### Task objective
Transcribe the entries exactly; images are not part of the copy.

### Data shown
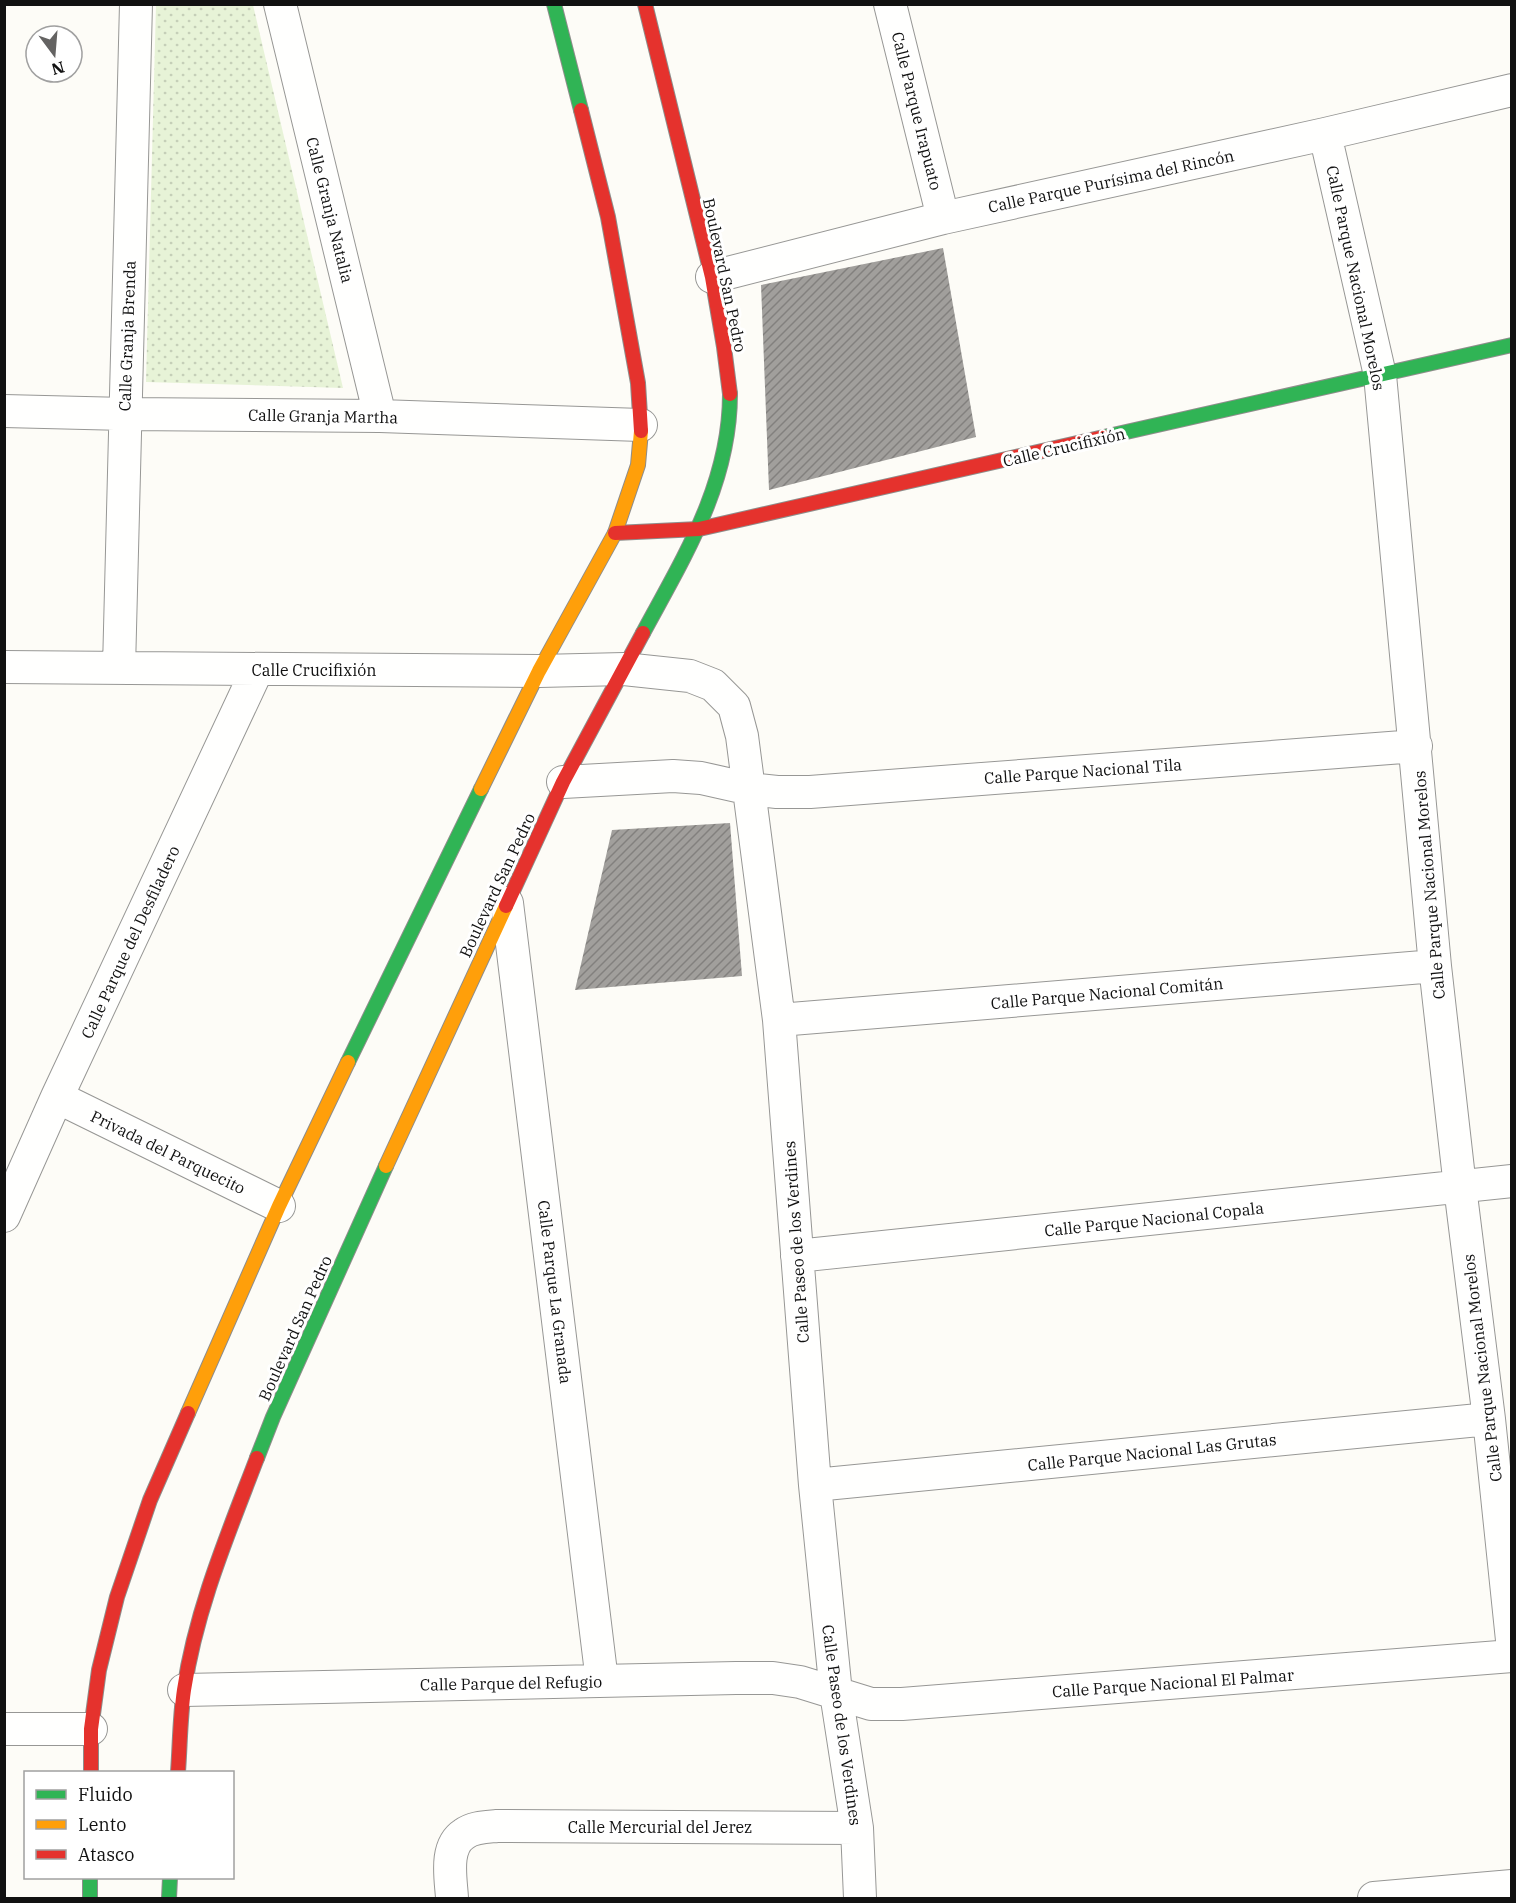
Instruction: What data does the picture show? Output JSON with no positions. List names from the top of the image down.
{
  "streets": {
    "street": [
      "Calle Parque Irapuato",
      "Calle Parque Purísima del Rincón",
      "Calle Granja Natalia",
      "Boulevard San Pedro",
      "Calle Parque Nacional Morelos",
      "Calle Granja Brenda",
      "Calle Granja Martha",
      "Calle Crucifixión",
      "Calle Parque Nacional Tila",
      "Calle Parque del Desfiladero",
      "Calle Parque Nacional Comitán",
      "Privada del Parquecito",
      "Calle Parque Nacional Copala",
      "Calle Paseo de los Verdines",
      "Calle Parque La Granada",
      "Calle Parque Nacional Las Grutas",
      "Calle Parque del Refugio",
      "Calle Parque Nacional El Palmar",
      "Calle Mercurial del Jerez"
    ]
  },
  "crossings": [
    ["Calle Parque Irapuato", "Calle Parque Purísima del Rincón"],
    ["Calle Parque Purísima del Rincón", "Boulevard San Pedro"],
    ["Calle Parque Purísima del Rincón", "Calle Parque Nacional Morelos"],
    ["Calle Granja Natalia", "Calle Granja Martha"],
    ["Boulevard San Pedro", "Calle Crucifixión"],
    ["Boulevard San Pedro", "Calle Parque Nacional Tila"],
    ["Boulevard San Pedro", "Calle Paseo de los Verdines"],
    ["Boulevard San Pedro", "Calle Parque La Granada"],
    ["Boulevard San Pedro", "Calle Parque del Refugio"],
    ["Calle Parque Nacional Morelos", "Calle Crucifixión"],
    ["Calle Parque Nacional Morelos", "Calle Parque Nacional Tila"],
    ["Calle Parque Nacional Morelos", "Calle Parque Nacional Comitán"],
    ["Calle Parque Nacional Morelos", "Calle Parque Nacional Copala"],
    ["Calle Parque Nacional Morelos", "Calle Parque Nacional Las Grutas"],
    ["Calle Granja Brenda", "Calle Granja Martha"],
    ["Calle Granja Brenda", "Calle Crucifixión"],
    ["Calle Crucifixión", "Calle Parque del Desfiladero"],
    ["Calle Crucifixión", "Calle Paseo de los Verdines"],
    ["Calle Parque Nacional Tila", "Calle Paseo de los Verdines"],
    ["Calle Parque del Desfiladero", "Privada del Parquecito"],
    ["Calle Parque Nacional Comitán", "Calle Paseo de los Verdines"],
    ["Calle Parque Nacional Copala", "Calle Paseo de los Verdines"],
    ["Calle Paseo de los Verdines", "Calle Parque Nacional Las Grutas"],
    ["Calle Paseo de los Verdines", "Calle Parque del Refugio"],
    ["Calle Paseo de los Verdines", "Calle Parque Nacional El Palmar"],
    ["Calle Paseo de los Verdines", "Calle Mercurial del Jerez"],
    ["Calle Parque La Granada", "Calle Parque del Refugio"],
    ["Calle Parque del Refugio", "Calle Parque Nacional El Palmar"]
  ],
  "legend": ["Fluido", "Lento", "Atasco"],
  "north": "bottom"
}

### Exercise output
Instruction: What data does the picture show? Output JSON with no positions. List names from the top of the image down.
{
  "streets": {
    "street": [
      "Calle Parque Irapuato",
      "Calle Parque Purísima del Rincón",
      "Calle Granja Natalia",
      "Boulevard San Pedro",
      "Calle Parque Nacional Morelos",
      "Calle Granja Brenda",
      "Calle Granja Martha",
      "Calle Crucifixión",
      "Calle Parque Nacional Tila",
      "Calle Parque del Desfiladero",
      "Calle Parque Nacional Comitán",
      "Privada del Parquecito",
      "Calle Parque Nacional Copala",
      "Calle Paseo de los Verdines",
      "Calle Parque La Granada",
      "Calle Parque Nacional Las Grutas",
      "Calle Parque del Refugio",
      "Calle Parque Nacional El Palmar",
      "Calle Mercurial del Jerez"
    ]
  },
  "crossings": [
    ["Calle Parque Irapuato", "Calle Parque Purísima del Rincón"],
    ["Calle Parque Purísima del Rincón", "Boulevard San Pedro"],
    ["Calle Parque Purísima del Rincón", "Calle Parque Nacional Morelos"],
    ["Calle Granja Natalia", "Calle Granja Martha"],
    ["Boulevard San Pedro", "Calle Crucifixión"],
    ["Boulevard San Pedro", "Calle Parque Nacional Tila"],
    ["Boulevard San Pedro", "Calle Paseo de los Verdines"],
    ["Boulevard San Pedro", "Calle Parque La Granada"],
    ["Boulevard San Pedro", "Calle Parque del Refugio"],
    ["Calle Parque Nacional Morelos", "Calle Crucifixión"],
    ["Calle Parque Nacional Morelos", "Calle Parque Nacional Tila"],
    ["Calle Parque Nacional Morelos", "Calle Parque Nacional Comitán"],
    ["Calle Parque Nacional Morelos", "Calle Parque Nacional Copala"],
    ["Calle Parque Nacional Morelos", "Calle Parque Nacional Las Grutas"],
    ["Calle Granja Brenda", "Calle Granja Martha"],
    ["Calle Granja Brenda", "Calle Crucifixión"],
    ["Calle Crucifixión", "Calle Parque del Desfiladero"],
    ["Calle Crucifixión", "Calle Paseo de los Verdines"],
    ["Calle Parque Nacional Tila", "Calle Paseo de los Verdines"],
    ["Calle Parque del Desfiladero", "Privada del Parquecito"],
    ["Calle Parque Nacional Comitán", "Calle Paseo de los Verdines"],
    ["Calle Parque Nacional Copala", "Calle Paseo de los Verdines"],
    ["Calle Paseo de los Verdines", "Calle Parque Nacional Las Grutas"],
    ["Calle Paseo de los Verdines", "Calle Parque del Refugio"],
    ["Calle Paseo de los Verdines", "Calle Parque Nacional El Palmar"],
    ["Calle Paseo de los Verdines", "Calle Mercurial del Jerez"],
    ["Calle Parque La Granada", "Calle Parque del Refugio"],
    ["Calle Parque del Refugio", "Calle Parque Nacional El Palmar"]
  ],
  "legend": ["Fluido", "Lento", "Atasco"],
  "north": "bottom"
}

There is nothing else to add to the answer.